NVIDIA / DALI

A GPU-accelerated library containing highly optimized building blocks and an execution engine for data processing to accelerate deep learning training and inference applications.
https://docs.nvidia.com/deeplearning/dali/user-guide/docs/index.html
Apache License 2.0
5.06k stars 615 forks source link

Support for a neural compression decoder #3228

Open lbhm opened 3 years ago

lbhm commented 3 years ago

I recently started reading into neural/learned compression and implemented a simple CNN training pipeline using image data that I previously encoded/compressed with a neural compression model. Neural compression can achieve better compression factors than "classic" codecs and therefore be interesting for DNN training if, for example, main memory is limited and reading data from disk during training is too slow.

In my small test, I extended the PyTorch Dataset class and loaded a pretrained model from CompressAI into my Dataset to return images to the data loader. Unfortunately, in my pipeline the decoding time of the neural codecs I used were quite bad compared to JPEG and alike.

Therefore, I am wondering how neural decompression in DNN training pipelines can be made faster. One of my thoughts was if it would be possible to add support for a neural compression decoder op to DALI. From a user facing perspective I would envision an operator like nvidia.dali.fn.decoders.neural_codec() that takes a path to a trained decoder model checkpoint, maybe some type hints, and other common decoder args. The op would then instantiate the model and convert data passed from a reader op into tensors for downstream preprocessing.

I'd be curious to hear how feasible you see it to integrate a neural decoder into DALI. From a high-level perspective, I would consider it very helpful for anyone without unlimited main memory if more efficient neural compression methods were available as a drop-in replacement for classic codecs. Potential issues that I see based on my (very limited) knowledge of DALI internals are:

Looking forward to your opinion!

JanuszL commented 3 years ago

Hi @lbhm,

This sounds like a very interesting problem. The first thing that comes to my mind is a POC made in 2019 and described in "Integration of DALI with TensorRT on Xavier GTC19 talk" (slides. recording), where a custom operator was created for DALI that was running inference with TRT under the hood. If you want to learn more about it here. TRT sound like the most Deep Learning Framework agnostic approach and GPU accelerated at the same time, however, you need to export the model to a format it understands. If you want to use a specific FW this may be much harder as probably a Python operator would be the most feasible option to implement. To summarize I don't think this should be made a part of the DALI code base, still, it is a good idea, and creating a custom, runtime loaded operator would be the best way to go (as it would not create any additional dependency to DALI).
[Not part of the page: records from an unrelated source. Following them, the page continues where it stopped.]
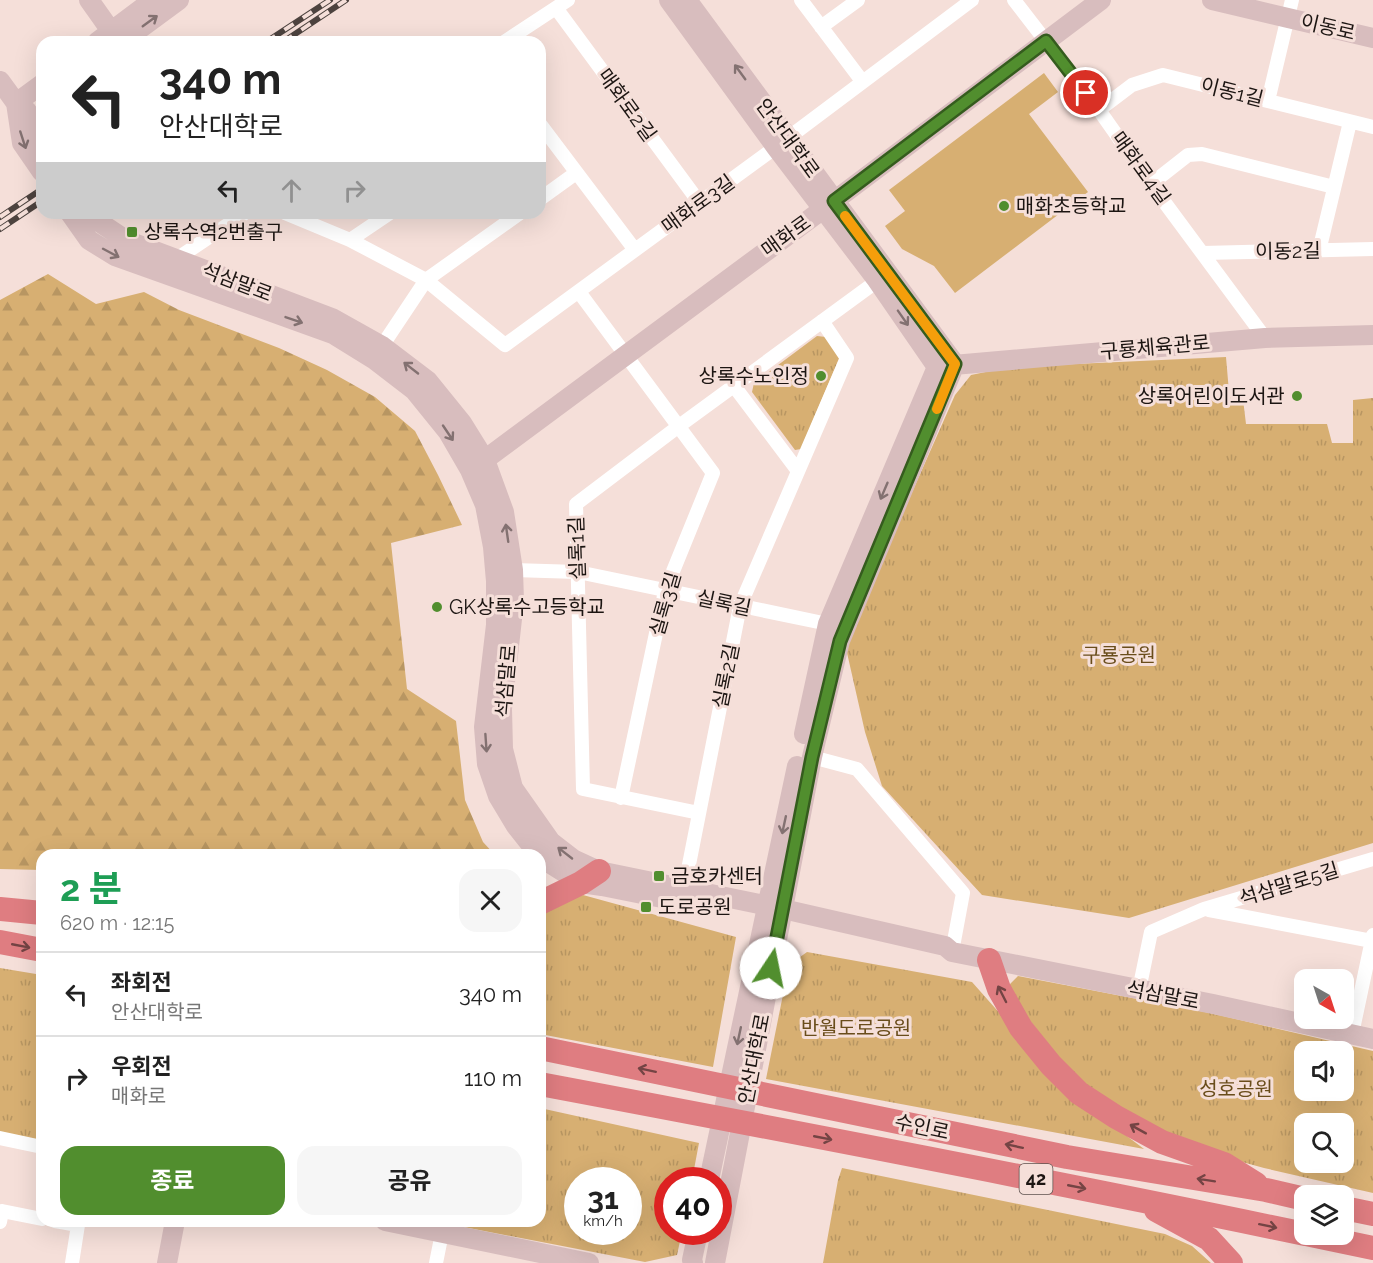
<!DOCTYPE html>
<html lang="ko">
<meta charset="utf-8">
<style>
:root{--surface:#fff;--page:#f6f6f6;--text:#222;--muted:#767676;--line:#e0e0e0;--accent:#518e2e}
body{margin:0;font-family:Raleway,"Noto Sans KR",sans-serif;background:var(--page);color:var(--text);height:100vh;display:flex;flex-direction:column;font-size:22px;white-space:nowrap}
*{box-sizing:border-box;margin:0}
p{font-size:20px;color:var(--muted)}
.icon{flex:none;width:33px;height:33px;fill:none;stroke:currentColor;stroke-width:2;stroke-linecap:round;stroke-linejoin:round}
.map{position:relative;flex:1;overflow:hidden}
.sheet{position:absolute;left:36px;top:849px;width:510px;height:378px;display:flex;flex-direction:column;background:var(--surface);border-radius:18px;box-shadow:0 6px 24px #0002}
.sheet>*{flex:none}
.guide{position:absolute;left:36px;top:36px;width:510px;height:183px;border-radius:18px;box-shadow:0 6px 24px #0002;background:#fff;color:var(--text);overflow:hidden}
.needle{width:39px;rotate:141deg}
.controls{position:absolute;left:1294px;top:969px;display:grid;gap:12px}
.controls a{display:grid;place-items:center;width:60px;height:60px;border-radius:12px;background:var(--surface);box-shadow:0 6px 24px #0002;font-size:30px}
.speed{position:absolute;left:564px;top:1167px;display:flex;gap:12px;font-size:30px;font-weight:700;text-align:center}
.speed>*{display:grid;place-content:center;width:78px;height:78px;border-radius:50%;background:var(--surface);box-shadow:0 6px 24px #0002;line-height:1}
.speed small{font-size:15px;font-weight:400}
.speed .limit{border:9px solid #d22;background:#fff;color:#111}
.pin{position:absolute;display:grid;place-items:center;width:51px;height:51px;color:#fff;margin:-26px;border:3px solid #fff;border-radius:50%;box-shadow:0 2px 6px #0007}
.me{position:absolute;width:66px;margin:-33px;rotate:11deg;stroke-linejoin:round;filter:drop-shadow(0 0 4px #0008)}
.turn{display:flex;align-items:center;gap:21px;height:126px;padding:0 24px;font-size:27px}
.turn .icon{width:78px;height:78px;stroke-width:2.5}
.turn b{display:block;font-size:42px;line-height:51px}
.lanes{display:flex;align-items:center;height:57px;padding:0 24px;background:#0003;justify-content:center;gap:30px;direction:ltr}
.lanes .off{opacity:.35}
.round{display:grid;place-items:center;flex:none;width:63px;height:63px;border-radius:18px;background:var(--page)}
.head{display:flex;align-items:center;justify-content:space-between;height:102px;padding:0 24px}
h1{font-size:36px;font-weight:700;line-height:45px;color:#1e9e55}
.action{display:flex;gap:12px;margin-top:auto;padding:12px 24px}
.action a{flex:1;height:69px;border-radius:18px;background:var(--accent);color:#fff;font-size:24px;font-weight:700;line-height:69px;text-align:center}
.action a+a{background:var(--page);color:var(--text)}
ul{padding:0;list-style:none}
li{display:flex;align-items:center;gap:18px;height:84px;padding:0 24px;border-top:2px solid var(--line)}
li div{flex:1}
li b{display:block;font-size:22px}
li em{font-style:normal}
.map>svg:first-child{display:block}
</style>
<div class="map">
<svg width="1373" height="1263" viewBox="0 0 1373 1263">
<defs>
<pattern id="forest-firs" width="22" height="20" patternUnits="userSpaceOnUse" patternTransform="scale(1.5)"><rect width="22" height="20" fill="#d7af72"/><path d="M5 1l3.5 6h-7zM16 11l3.5 6h-7z" fill="#b89662"/></pattern>
<pattern id="park-tufts" width="24" height="20" patternUnits="userSpaceOnUse" patternTransform="scale(1.5)"><rect width="24" height="20" fill="#d7af72"/><path d="M3 7l-1-3M5 7V3M7 7l1-3M15 17l-1-3M17 17v-4M19 17l1-3" fill="none" stroke="#b89662"/></pattern>
</defs>
<rect width="100%" height="100%" fill="#f5dfd9"/>
<path fill="url(#forest-firs)" d="M 48,274 L 96,304 L 144,292 L 179,310 L 279,348 L 327,370 L 375,397 L 415,431 L 438,475 L 462,525 L 391,543 L 407,689 L 456,721 L 465,800 L 483,842 L 495,855 L 42,855 L 42,870 L 0,869 L 0,300 Z"/>
<path fill="url(#park-tufts)" fill-rule="evenodd" d="M 817,336 L 826,337 L 840,356 L 801,449 L 795,450 L 752,392 L 754,383 Z
M 1226,357 L 1229,392 L 1242,391 L 1246,424 L 1327,424 L 1332,443 L 1353,443 L 1353,400 L 1373,398 L 1373,843 L 1129,918 L 982,895 L 882,786 L 865,732 L 845,644 L 955,395 L 971,375 L 1010,367 Z
M 583,895 L 736,937 L 713,1067 L 540,1034 L 540,910 Z
M 807,952 L 972,982 L 1003,1017 L 1057,1083 L 1144,1149 L 766,1079 L 789,965 Z
M 0,968 L 42,975 L 42,1142 L 0,1136 Z
M 1018,976 L 1210,1013 L 1373,1051 L 1373,1193 L 1264,1168 L 1224,1157 L 1115,1111 L 1085,1091 L 1005,989 ZM 1305,1052 L 1344,1052 L 1344,1090 L 1305,1090 ZM 1305,1124 L 1344,1124 L 1344,1162 L 1305,1162 Z
M 540,1108 L 699,1143 L 692,1180 L 668,1180 L 668,1232 L 682,1232 L 677,1255 L 645,1262 L 433,1221 L 540,1221 ZM 578,1180 L 628,1180 L 628,1232 L 578,1232 Z
M 842,1168 L 1165,1234 L 1192,1246 L 1211,1263 L 823,1263 L 838,1180 Z"/>
<path fill="#d7af72" d="M 1044,73 L 1058,92 L 1029,114 L 1088,192 L 955,293 L 934,266 L 902,249 L 885,226 L 905,211 L 889,190 Z"/>
<g fill="none" stroke-linecap="round" stroke-linejoin="round">
<path stroke="#fff" stroke-width="14" d="M 801,0 L 862,81
M 1014,0 L 1099,110 L 1151,184 L 1265,338
M 556,8 L 699,202
M 821,27 L 858,0
M 504,42 L 568,0
M 1268,101 L 1292,0
M 1099,110 L 1132,85 L 1163,75 L 1373,127
M 540,124 L 635,250
M 1151,184 L 1188,155 L 1202,154 L 1334,187
M 540,199 L 576,173
M 285,213 L 350,240 L 426,280 L 505,345 L 776,147 L 972,0
M 350,240 L 390,213
M 1319,251 L 1350,122
M 1203,253 L 1373,249
M 172,262 L 245,213
M 579,292 L 713,473 L 665,591 L 621,798
M 382,346 L 426,280 L 520,213
M 734,386 L 798,471
M 513,570 L 578,572 L 828,624
M 812,757 L 857,769 L 963,893 L 952,952
M 699,813 L 583,789 L 576,504 L 679,426 L 884,276
M 684,890 L 740,606 L 847,358 L 822,321
M 1209,910 L 1372,941
M 1139,990 L 1151,932 L 1204,909 L 1373,859
M 1352,1034 L 1373,935
M 0,1138 L 42,1147
M 55,1221 L 78,1225 L 72,1263
M 0,1222 L 2,1211 L 42,1219
M 436,1263 L 442,1233"/>
<path stroke="#d8bdbe" stroke-width="20" d="M 89,0 L 111,31
M 669,0 L 776,147 L 877,280 L 937,367 L 828,624 L 804,734
M 687,0 L 955,364 L 840,641 L 812,757 L 715,1263
M 1212,0 L 1373,38
M 97,42 L 153,0
M 122,42 L 179,0
M 0,81 L 16,103 L 27,111 L 42,140
M 42,84 L 16,103 L 22,143 L 42,172
M 70,213 L 89,240 L 115,256 L 333,334 L 375,360 L 414,390 L 448,432 L 470,470 L 485,505 L 493,547 L 496,581 L 496,625 L 484,727 L 487,764 L 498,796 L 516,826 L 539,855
M 92,213 L 102,224 L 126,240 L 332,318 L 382,346 L 428,381 L 462,423 L 485,460 L 504,512 L 513,570 L 514,601 L 502,709 L 503,749 L 513,788 L 551,842 L 573,859 L 599,871 L 783,909 L 945,946 L 952,952 L 1213,1004 L 1373,1039
M 942,366 L 1265,338 L 1373,335
M 475,467 L 834,201 L 1101,0
M 540,856 L 543,859 L 581,883 L 602,886 L 662,898
M 709,1180 L 797,766
M 385,1221 L 589,1263
M 167,1263 L 175,1221
M 693,1263 L 692,1260 L 698,1232"/>
<path stroke="#df7d81" stroke-width="24" d="M 540,903 L 581,883 L 599,871
M 0,909 L 42,913
M 0,942 L 42,950
M 989,960 L 999,989 L 1021,1028 L 1051,1065 L 1079,1093 L 1116,1117 L 1162,1142 L 1224,1164 L 1256,1184
M 540,1048 L 1067,1157 L 1266,1190 L 1305,1199
M 540,1084 C 795,1132 1051,1181 1305,1234
M 1344,1208 L 1373,1214
M 1156,1210 L 1209,1239 L 1231,1263
M 1306,1234 L 1373,1248"/>
<g stroke="#4d433f" stroke-width="6">
<path id="rail" d="M 266,42 L 330,0
M 283,42 L 346,0
M 0,217 L 42,189
M 0,229 L 42,201"/>
</g>
<use href="#rail" stroke="#f5dfd9" stroke-width="4" stroke-dasharray="11" stroke-linecap="butt"/>
</g>
<defs><path id="oneway-shaft" d="M-6 0H5M1.5-3L5.5 0L1.5 3" fill="none" stroke-width="1.6" stroke-linecap="round" stroke-linejoin="round" transform="scale(1.5)"/></defs>
<g stroke="#837171">
<use href="#oneway-shaft" transform="translate(150 21) rotate(-36)"/>
<use href="#oneway-shaft" transform="translate(740 72) rotate(-126)"/>
<use href="#oneway-shaft" transform="translate(23 140) rotate(72)"/>
<use href="#oneway-shaft" transform="translate(111 253) rotate(28)"/>
<use href="#oneway-shaft" transform="translate(903 318) rotate(55)"/>
<use href="#oneway-shaft" transform="translate(294 320) rotate(19)"/>
<use href="#oneway-shaft" transform="translate(411 368) rotate(-142)"/>
<use href="#oneway-shaft" transform="translate(448 433) rotate(56)"/>
<use href="#oneway-shaft" transform="translate(884 491) rotate(113)"/>
<use href="#oneway-shaft" transform="translate(507 533) rotate(-98)"/>
<use href="#oneway-shaft" transform="translate(486 743) rotate(86)"/>
<use href="#oneway-shaft" transform="translate(784 825) rotate(102)"/>
<use href="#oneway-shaft" transform="translate(565 853) rotate(-142)"/>
<use href="#oneway-shaft" transform="translate(739 1036) rotate(102)"/>
</g>
<g stroke="#744444">
<use href="#oneway-shaft" transform="translate(21 946) rotate(11)"/>
<use href="#oneway-shaft" transform="translate(1002 994) rotate(-117)"/>
<use href="#oneway-shaft" transform="translate(647 1070) rotate(-168)"/>
<use href="#oneway-shaft" transform="translate(1138 1129) rotate(-151)"/>
<use href="#oneway-shaft" transform="translate(823 1138) rotate(11)"/>
<use href="#oneway-shaft" transform="translate(1014 1146) rotate(-168)"/>
<use href="#oneway-shaft" transform="translate(1206 1180) rotate(-171)"/>
<use href="#oneway-shaft" transform="translate(1077 1187) rotate(11)"/>
<use href="#oneway-shaft" transform="translate(1268 1226) rotate(12)"/>
</g>
<g fill="none" stroke-linecap="round" stroke-linejoin="round">
<g stroke="#355c1e" stroke-width="15">
<path id="route" d="M 771,968 L 812,757 L 840,641 L 955,364 L 834,201 L 1046,41 L 1086,93"/>
</g>
<use href="#route" stroke="#518e2e" stroke-width="10"/>
<path stroke="#f59e0b" stroke-width="10" d="M 845,216 L 955,364 L 937,409"/>
</g>
<g fill="#518e2e" stroke="#f5dfd9" stroke-width="2">
<circle cx="1004" cy="206" r="6"/>
<rect x="126" y="226" width="12" height="12" rx="3"/>
<circle cx="821" cy="376" r="6"/>
<circle cx="1297" cy="396" r="6"/>
<circle cx="437" cy="607" r="6"/>
<rect x="653" y="870" width="12" height="12" rx="3"/>
<rect x="640" y="901" width="12" height="12" rx="3"/>
</g>
<g text-anchor="middle" stroke-width="6" stroke-linejoin="round" paint-order="stroke">
<rect fill="#f5dfd9" stroke="#5d524e" stroke-width="1.5" x="1019.5" y="1164" width="33" height="30" rx="4.5"/>
<g font-size="18" font-weight="bold" fill="#1c1512">
<text x="1036" y="1185">42</text>
</g>
<g font-size="20" fill="#1c1512" stroke="#f5dfd9">
<text transform="translate(1328 27) rotate(13)" y="7">이동로</text>
<text transform="translate(1232 92) rotate(14)" y="7">이동1길</text>
<text transform="translate(627 105) rotate(54)" y="7">매화로2길</text>
<text transform="translate(788 138) rotate(54)" y="7">안산대학로</text>
<text transform="translate(1141 168) rotate(54)" y="7">매화로4길</text>
<text transform="translate(698 204) rotate(-36)" y="7">매화로3길</text>
<text transform="translate(786 236) rotate(-36)" y="7">매화로</text>
<text transform="translate(1288 251) rotate(-1)" y="7">이동2길</text>
<text transform="translate(237 282) rotate(21)" y="7">석삼말로</text>
<text transform="translate(1155 347) rotate(-5)" y="7">구룡체육관로</text>
<text transform="translate(577 548) rotate(-92)" y="7">실록1길</text>
<text transform="translate(724 603) rotate(12)" y="7">실록길</text>
<text transform="translate(665 604) rotate(-74)" y="7">실록3길</text>
<text transform="translate(726 676) rotate(-79)" y="7">실록2길</text>
<text transform="translate(506 681) rotate(-85)" y="7">석삼말로</text>
<text transform="translate(1289 884) rotate(-17)" y="7">석삼말로5길</text>
<text transform="translate(1163 995) rotate(11)" y="7">석삼말로</text>
<text transform="translate(754 1059) rotate(-79)" y="7">안산대학로</text>
<text transform="translate(922 1127) rotate(12)" y="7">수인로</text>
</g>
<g font-size="20" fill="#1c1512" stroke="#f5dfd9" text-anchor="start">
<text x="1016" y="213">매화초등학교</text>
<text x="144" y="239">상록수역2번출구</text>
<text x="809" y="383" text-anchor="end">상록수노인정</text>
<text x="1285" y="403" text-anchor="end">상록어린이도서관</text>
<text x="449" y="614">GK상록수고등학교</text>
<text x="671" y="883">금호카센터</text>
<text x="658" y="914">도로공원</text>
</g>
<g font-size="20" fill="#6a4d1b" stroke="#f5dfd9">
<text x="1119" y="662">구룡공원</text>
<text x="856" y="1035">반월도로공원</text>
<text x="1236" y="1096">성호공원</text>
</g>
</g>
</svg>
<div class="controls">
<a><svg class="needle" viewBox="-14 -14 28 28"><path d="M0-13l5 13h-10z" fill="#e53935"/><path d="M0 13l5-13h-10z" fill="#767676"/></svg></a>
<a><svg class="icon" aria-label="sound" viewBox="0 0 24 24"><path d="M4 9h4l5-4v14l-5-4H4zM17 9q2 3 0 6"/></svg></a>
<a><svg class="icon" aria-label="search" viewBox="0 0 24 24"><circle cx="10" cy="10" r="6"/><path d="M15 15l6 6"/></svg></a>
<a><svg class="icon" aria-label="layers" viewBox="0 0 24 24"><path d="M12 4l9 5-9 5-9-5zM3 14l9 5 9-5"/></svg></a>
</div>
<div class="speed"><div>31<small>km/h</small></div><div class="limit">40</div></div>
<div class="pin" style="left:1086px;top:93px;background:#d93025"><svg class="icon" aria-label="arrive" viewBox="0 0 24 24"><path d="M6 21V4h12l-3 4 3 4H6"/></svg></div>
<svg class="me" style="left:771px;top:968px" viewBox="-20 -20 40 40"><circle r="19" fill="#fff"/><path d="M0-13L10 11 0 6-10 11z" fill="#518e2e"/></svg>
<div class="guide">
<div class="turn"><svg class="icon" aria-label="left" viewBox="0 0 24 24"><path d="M17 20v-9H6M10 6l-5 5 5 5"/></svg><div><b>340 m</b>안산대학로</div></div>
<div class="lanes"><svg class="icon" aria-label="left" viewBox="0 0 24 24"><path d="M17 20v-9H6M10 6l-5 5 5 5"/></svg><svg class="icon off" aria-label="ahead" viewBox="0 0 24 24"><path d="M12 20V5M6 11l6-6 6 6"/></svg><svg class="icon off" aria-label="right" viewBox="0 0 24 24"><path d="M7 20v-9h11M14 6l5 5-5 5"/></svg></div>
</div>
<section class="sheet">
<div class="head"><div><h1>2 분</h1><p>620 m · 12:15</p></div><a class="round"><svg class="icon" aria-label="close" viewBox="0 0 24 24"><path d="M6 6l12 12M18 6L6 18"/></svg></a></div>
<ul>
<li><svg class="icon" aria-label="left" viewBox="0 0 24 24"><path d="M17 20v-9H6M10 6l-5 5 5 5"/></svg><div><b>좌회전</b><p>안산대학로</p></div><em>340 m</em></li>
<li><svg class="icon" aria-label="right" viewBox="0 0 24 24"><path d="M7 20v-9h11M14 6l5 5-5 5"/></svg><div><b>우회전</b><p>매화로</p></div><em>110 m</em></li>
</ul>
<div class="action"><a>종료</a><a>공유</a></div>
</section>
</div>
lbhm commented 3 years ago

Hi @JanuszL,

Sorry for the late response. I have looked at the GTC talk you referenced - integrating TensorRT into a DALI pipeline sounds very interesting! Is there any chance the custom op was open sourced somewhere?

JanuszL commented 3 years ago

Hi @lbhm,

Can you check with the speakers directly Anurag or Josh (their mails are visible on the first page of the mentioned talk)?

lbhm commented 3 years ago

Ok, will do.